Extracted data entries
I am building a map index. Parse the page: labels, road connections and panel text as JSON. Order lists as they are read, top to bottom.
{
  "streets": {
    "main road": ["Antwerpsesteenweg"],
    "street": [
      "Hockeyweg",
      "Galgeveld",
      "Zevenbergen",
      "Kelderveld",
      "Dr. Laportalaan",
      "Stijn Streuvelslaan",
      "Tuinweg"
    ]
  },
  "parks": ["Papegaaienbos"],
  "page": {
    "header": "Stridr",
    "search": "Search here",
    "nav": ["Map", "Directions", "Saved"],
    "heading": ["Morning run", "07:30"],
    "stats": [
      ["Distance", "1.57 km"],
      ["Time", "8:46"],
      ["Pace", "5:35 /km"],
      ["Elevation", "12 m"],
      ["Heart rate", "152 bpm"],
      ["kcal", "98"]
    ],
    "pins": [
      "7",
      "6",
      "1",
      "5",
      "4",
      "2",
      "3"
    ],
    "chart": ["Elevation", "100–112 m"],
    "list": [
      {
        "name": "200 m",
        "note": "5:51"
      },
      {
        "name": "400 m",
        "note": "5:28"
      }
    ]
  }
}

▶ INSTRUCTIONS FOR THE TASK:
Reproduce every record above exactly.

▶ ANSWER:
I am building a map index. Parse the page: labels, road connections and panel text as JSON. Order lists as they are read, top to bottom.
{
  "streets": {
    "main road": ["Antwerpsesteenweg"],
    "street": [
      "Hockeyweg",
      "Galgeveld",
      "Zevenbergen",
      "Kelderveld",
      "Dr. Laportalaan",
      "Stijn Streuvelslaan",
      "Tuinweg"
    ]
  },
  "parks": ["Papegaaienbos"],
  "page": {
    "header": "Stridr",
    "search": "Search here",
    "nav": ["Map", "Directions", "Saved"],
    "heading": ["Morning run", "07:30"],
    "stats": [
      ["Distance", "1.57 km"],
      ["Time", "8:46"],
      ["Pace", "5:35 /km"],
      ["Elevation", "12 m"],
      ["Heart rate", "152 bpm"],
      ["kcal", "98"]
    ],
    "pins": [
      "7",
      "6",
      "1",
      "5",
      "4",
      "2",
      "3"
    ],
    "chart": ["Elevation", "100–112 m"],
    "list": [
      {
        "name": "200 m",
        "note": "5:51"
      },
      {
        "name": "400 m",
        "note": "5:28"
      }
    ]
  }
}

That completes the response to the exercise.